## [DATA PROVIDED]
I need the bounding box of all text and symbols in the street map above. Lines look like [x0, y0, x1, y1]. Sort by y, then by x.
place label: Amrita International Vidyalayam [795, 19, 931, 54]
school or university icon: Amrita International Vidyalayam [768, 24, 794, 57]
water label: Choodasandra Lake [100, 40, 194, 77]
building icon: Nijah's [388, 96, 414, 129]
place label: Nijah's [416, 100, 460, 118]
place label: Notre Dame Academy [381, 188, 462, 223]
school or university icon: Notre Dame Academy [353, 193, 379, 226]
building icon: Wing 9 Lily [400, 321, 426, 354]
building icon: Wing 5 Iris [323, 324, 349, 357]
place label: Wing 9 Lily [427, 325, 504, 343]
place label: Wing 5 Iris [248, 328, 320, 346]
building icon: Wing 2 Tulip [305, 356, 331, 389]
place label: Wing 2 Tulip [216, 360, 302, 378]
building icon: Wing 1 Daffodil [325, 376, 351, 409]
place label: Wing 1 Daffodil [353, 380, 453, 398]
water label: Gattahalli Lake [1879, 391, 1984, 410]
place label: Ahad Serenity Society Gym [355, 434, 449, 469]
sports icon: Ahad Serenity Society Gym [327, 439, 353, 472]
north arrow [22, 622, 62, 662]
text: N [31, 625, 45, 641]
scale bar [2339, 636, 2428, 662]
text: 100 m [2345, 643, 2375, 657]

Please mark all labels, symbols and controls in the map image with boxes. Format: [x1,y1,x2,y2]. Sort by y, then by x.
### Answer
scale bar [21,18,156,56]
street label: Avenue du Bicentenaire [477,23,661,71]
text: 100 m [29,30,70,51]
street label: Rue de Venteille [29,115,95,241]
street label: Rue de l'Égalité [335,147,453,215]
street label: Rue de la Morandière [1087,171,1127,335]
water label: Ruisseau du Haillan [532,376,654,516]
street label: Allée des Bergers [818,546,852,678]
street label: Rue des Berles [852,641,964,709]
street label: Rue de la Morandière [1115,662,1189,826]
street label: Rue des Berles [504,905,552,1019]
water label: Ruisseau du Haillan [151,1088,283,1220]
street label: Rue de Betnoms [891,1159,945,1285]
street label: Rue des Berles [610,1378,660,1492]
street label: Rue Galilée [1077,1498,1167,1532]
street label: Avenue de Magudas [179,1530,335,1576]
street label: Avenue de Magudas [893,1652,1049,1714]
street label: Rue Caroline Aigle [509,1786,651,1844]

## [TASK DIRECTIONS]
All the lines of the material above must be given again exactly.

## [EXPECTED ANSWER]
I need the bounding box of all text and symbols in the street map above. Lines look like [x0, y0, x1, y1]. Sort by y, then by x.
place label: Amrita International Vidyalayam [795, 19, 931, 54]
school or university icon: Amrita International Vidyalayam [768, 24, 794, 57]
water label: Choodasandra Lake [100, 40, 194, 77]
building icon: Nijah's [388, 96, 414, 129]
place label: Nijah's [416, 100, 460, 118]
place label: Notre Dame Academy [381, 188, 462, 223]
school or university icon: Notre Dame Academy [353, 193, 379, 226]
building icon: Wing 9 Lily [400, 321, 426, 354]
building icon: Wing 5 Iris [323, 324, 349, 357]
place label: Wing 9 Lily [427, 325, 504, 343]
place label: Wing 5 Iris [248, 328, 320, 346]
building icon: Wing 2 Tulip [305, 356, 331, 389]
place label: Wing 2 Tulip [216, 360, 302, 378]
building icon: Wing 1 Daffodil [325, 376, 351, 409]
place label: Wing 1 Daffodil [353, 380, 453, 398]
water label: Gattahalli Lake [1879, 391, 1984, 410]
place label: Ahad Serenity Society Gym [355, 434, 449, 469]
sports icon: Ahad Serenity Society Gym [327, 439, 353, 472]
north arrow [22, 622, 62, 662]
text: N [31, 625, 45, 641]
scale bar [2339, 636, 2428, 662]
text: 100 m [2345, 643, 2375, 657]

Please mark all labels, symbols and controls in the map image with boxes. Format: [x1,y1,x2,y2]. Sort by y, then by x.
### Answer
scale bar [21,18,156,56]
street label: Avenue du Bicentenaire [477,23,661,71]
text: 100 m [29,30,70,51]
street label: Rue de Venteille [29,115,95,241]
street label: Rue de l'Égalité [335,147,453,215]
street label: Rue de la Morandière [1087,171,1127,335]
water label: Ruisseau du Haillan [532,376,654,516]
street label: Allée des Bergers [818,546,852,678]
street label: Rue des Berles [852,641,964,709]
street label: Rue de la Morandière [1115,662,1189,826]
street label: Rue des Berles [504,905,552,1019]
water label: Ruisseau du Haillan [151,1088,283,1220]
street label: Rue de Betnoms [891,1159,945,1285]
street label: Rue des Berles [610,1378,660,1492]
street label: Rue Galilée [1077,1498,1167,1532]
street label: Avenue de Magudas [179,1530,335,1576]
street label: Avenue de Magudas [893,1652,1049,1714]
street label: Rue Caroline Aigle [509,1786,651,1844]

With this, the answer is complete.